# Общий раздел > Новости, факты и мнения > Интересно знать >  Самые влиятельные личности, которых никогда не было

## Irina

_В нашей жизни, и это должен признать каждый, очень много странностей. Человек подвержен множеству слабостей, его легко убедить в чем-то, чего попросту нет, и это приводит к курьезным ситуациям. Нередко бывает так, что мы подвергаемся влиянию личностей и характеров, которых никогда не было. Миллионы людей верят в некоторые образы, созданные талантливыми писателями, производителями игрушек, киношниками, даже производителями сигарет. Кто все эти несуществующие личности?_ 

*Дед Мороз (Санта-Клаус)*

Побратим нашего Деда Мороза, Санта-Клаус куда как популярнее своего славянского соседа. Ему пишут письма, перед ним стараются выслужиться детишки, которые следят за своим поведением целый год. Все для того, чтобы в конце года получить какой-то подарок, давно ожидаемый и поэтому такой приятный. В общем-то, Санта Клаус является на Западе одним из наиболее эффективных методов держать собственного ребенка в рамках хорошего поведения. Только что-то не так, сразу можно сказать "А ты подумал о том, ЧТО тебе подарит Санта-Клаус? Будешь так себя вести, ничего не получишь".

Мало того, что Санта не существует, так его образ более, чем на 50% продуман маркетологами из компании Coca-Cola. Именно они наделили его красно-белой одеждой, что является официальной гаммой логотипа Coca-Cola.

*Барби*

Эта кукла является пределом мечтаний для многих девочек. Они стремятся во всем походить на свою куклу, даже во внешности. И это при всем при том, что у нее, как известно, не совсем человеческие пропорции. Светлые волосы и симпатичное личико - это фактически идеал красоты для маленьких девочек, которые, выростая, работая над собой, становятся в конце-концов похожими на кумира детства. Причем девушки уже и сами не сознают, почему они стремятся стать худощавыми блондинками с длинными волосами.

*Робин Гуд*

Собирательный образ этого героя (да, до сих пор идут споры о том, существовал ли он в самом деле, но эти споры больше схоластические, они не приносят видимого результата, окончания спора) влияет на очень многих людей. Тысячи преступников мнят себя наследниками Робин Гуда, а миллионы детей мечтают быть на него похожими.

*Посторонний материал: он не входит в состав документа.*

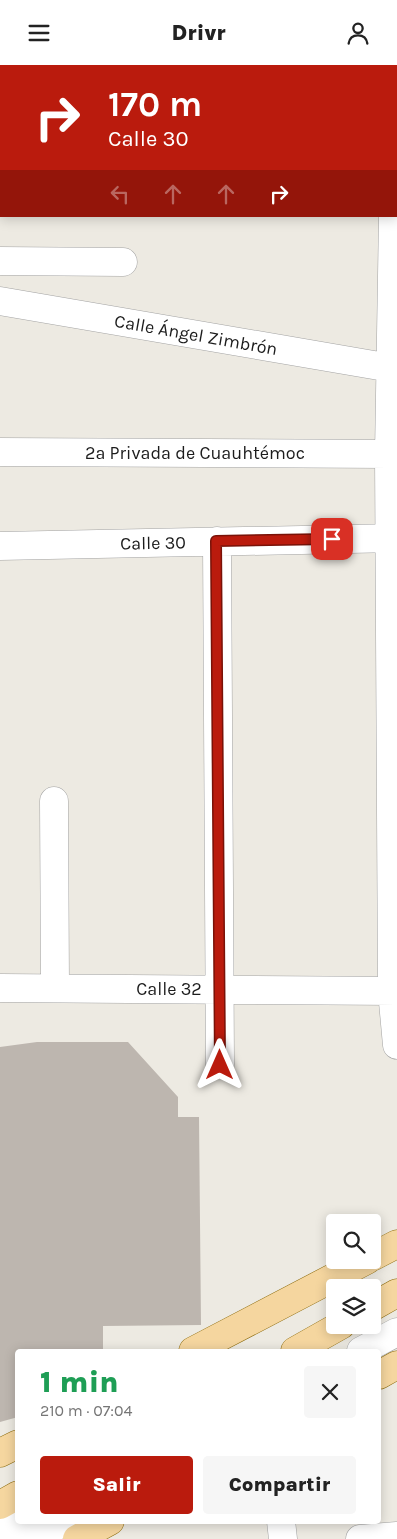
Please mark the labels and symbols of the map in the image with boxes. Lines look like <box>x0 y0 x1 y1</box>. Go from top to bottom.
street label: Calle Ángel Zimbrón <box>113 309 279 360</box>
street label: 2a Privada de Cuauhtémoc <box>85 442 305 464</box>
pin <box>311 518 353 560</box>
street label: Calle 30 <box>120 531 186 555</box>
street label: Calle 32 <box>136 978 202 1000</box>
position arrow <box>193 1038 245 1090</box>

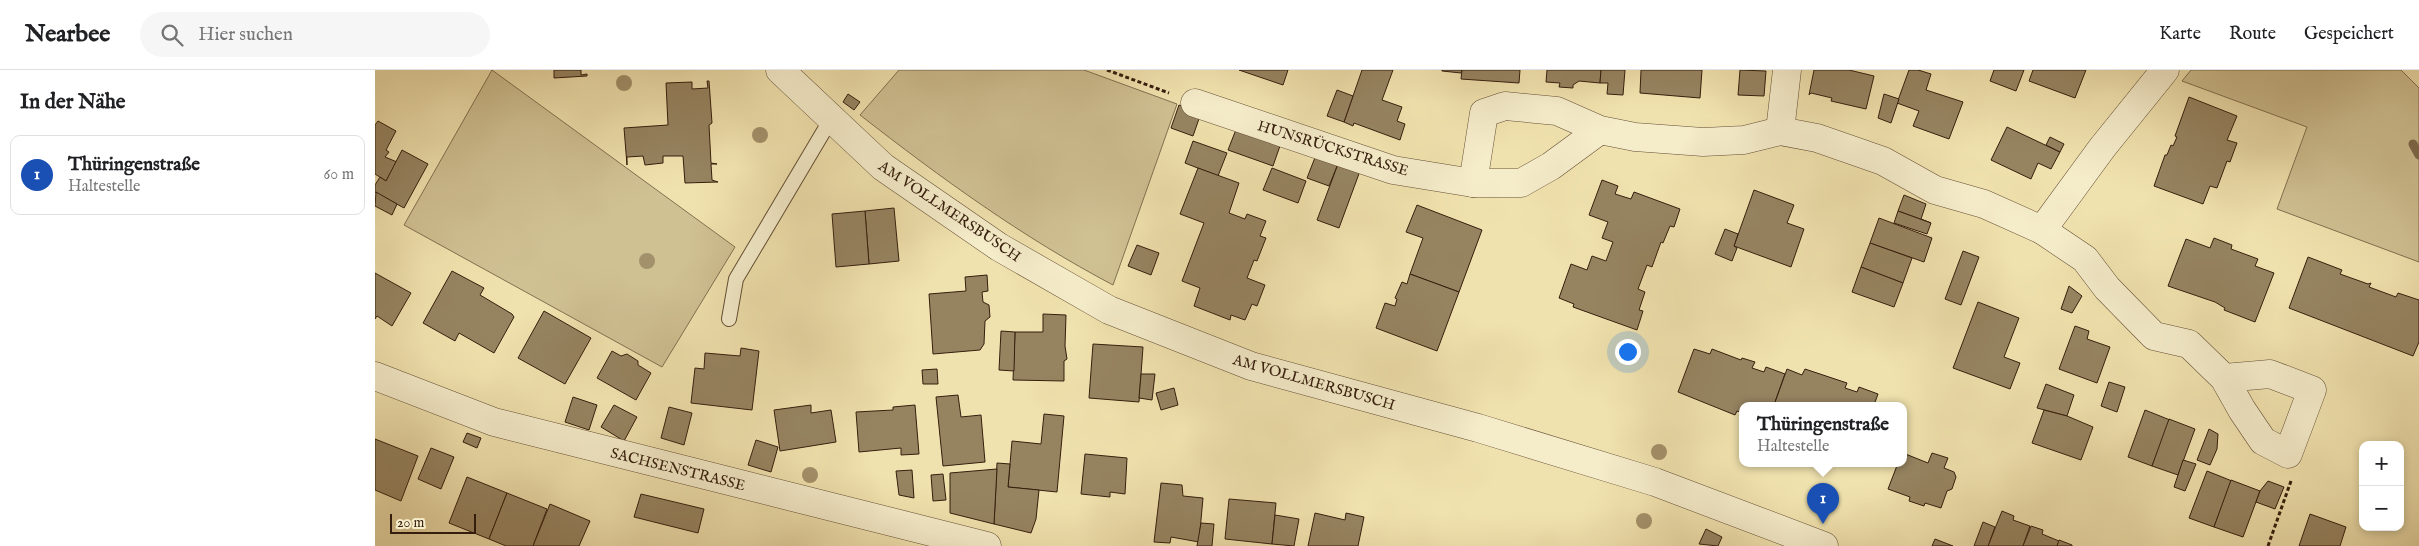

Ведь все мы выросли, зная, что Робин Гуд действительно хороший персонаж, который грабил богатых, обеспечивая будущее бедных. Но ведь воровство есть воровство, какими бы оно хорошими намерениями не прикрывалось. В общем, образ Робин Гуда часто является неосознанной надеждой для многих бедных людей, которые верят, что однажды придет кто-то и даст им много денег.

*Ковбой Мальборо*

Здесь даже не будем говорить о том, что образ ковбоя значительно трансформировался благодаря вестернам. Ковбои были обыкновенными пастухами, которые ели все, что попадет под руку, не мылись месяцами и не могли себе позволить пистолеты, поскольку те были очень дорогими. Патроны так вообще ценились на вес золота.

Ну так вот, ковбой Мальборо был придуман для того, чтобы заставить мужчин курить сигареты с фильтром. Да-да, в начале и середине прошлого века мужчины курили преимущественно сигареты без фильтра, а сигареты с фильтром курили женщины. В общем, сигареты с фильтром считались уделом женщин, и компания Marlboro решила изменить это.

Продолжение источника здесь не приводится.